Guidelines for Internship and Community Service Independent Study
To earn academic credit for an internship or community service placement, students must negotiate an independent study with a faculty member and that independent study must have an academic component. As with independent studies in general, the faculty member will serve as director. An independent study is most successful when the faculty member and student already know each other and when the project falls in some area with which the student and faculty director have some familiarity. As with all independent studies, academic credit is given only in the field of appointment of the faculty director, unless otherwise approved by an apposite field group.
There are several levels of learning that can take place as a result of such a placement. Students can gain a better understanding of their academic discipline, gain critical thinking skills, enhance ethical values, gain both personal and professional skills and explore possible career fields. It is the responsibility of both students and faculty directors to ensure that learning takes place in all or at least several of these areas.

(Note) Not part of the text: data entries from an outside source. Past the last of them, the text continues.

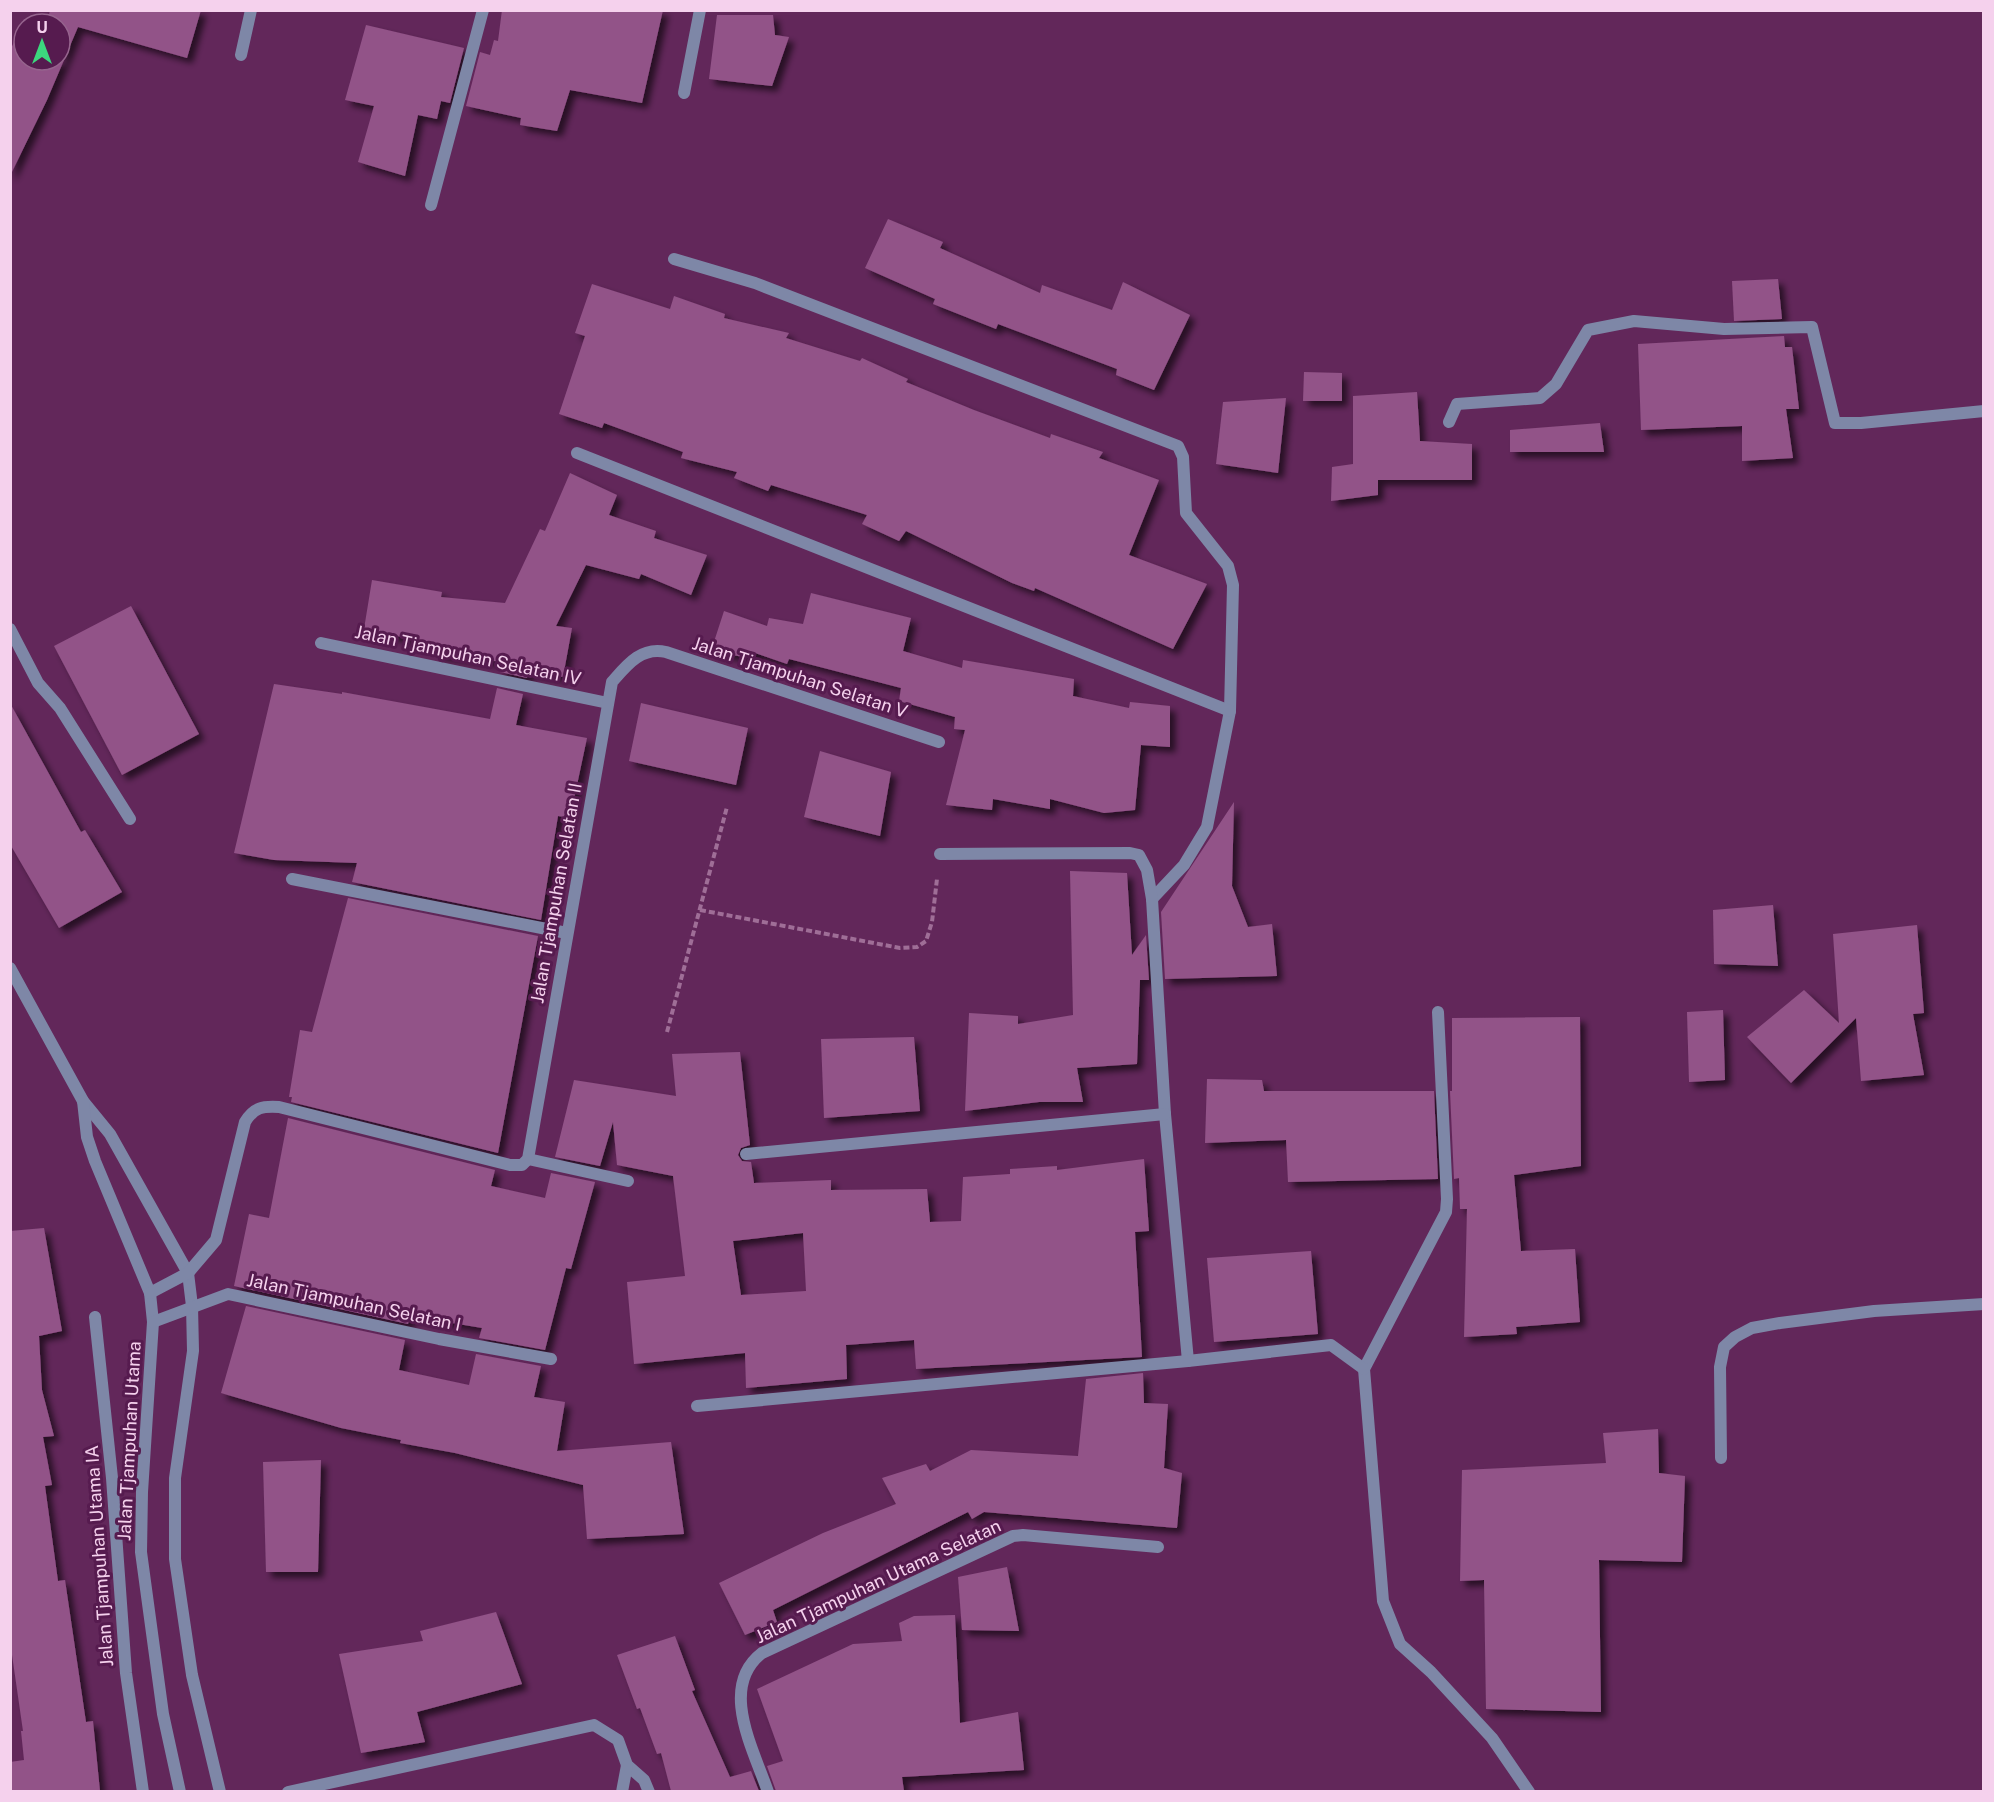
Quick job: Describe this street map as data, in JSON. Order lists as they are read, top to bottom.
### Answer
{
  "streets": {
    "street": [
      "Jalan Tjampuhan Selatan IV",
      "Jalan Tjampuhan Selatan V",
      "Jalan Tjampuhan Selatan II",
      "Jalan Tjampuhan Selatan I",
      "Jalan Tjampuhan Utama",
      "Jalan Tjampuhan Utama IA",
      "Jalan Tjampuhan Utama Selatan"
    ]
  },
  "crossings": [
    ["Jalan Tjampuhan Selatan IV", "Jalan Tjampuhan Selatan II"],
    ["Jalan Tjampuhan Selatan V", "Jalan Tjampuhan Selatan II"],
    ["Jalan Tjampuhan Selatan I", "Jalan Tjampuhan Utama"]
  ],
  "north": "top"
}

It is important to design and develop such an independent study with an academic component. Merely completing hours at a placement is not sufficient to gain academic credit. The academic component normally involves the completion of a project (e.g., paper, video, artwork) that combines subject area learning with the placement experience.
To request credit for an internship or community service placement, students must submit a Directed Independent Study Form which is available from the Registrar. This form is due no later than one week prior to the last day to add classes.
The Curriculum Committee uses the following information to approve the independent study:
Detailed project description. This provides a general outline of the project including where the placement is going to take place, how long students will work at the placement and what activities they will be working on. Placements should consist of a structured environment with adequate on-site supervision that exposes students to new opportunities for learning. Positions that allow for new experiences often provide the best forum for learning. Although a position involving a small stipend might be approved, rarely would a placement that involves pay be approved. A general guideline for a time spent at the placement is 6-12 hours a week for the entire semester. Anticipated academic objectives for the placement should also be included in this section.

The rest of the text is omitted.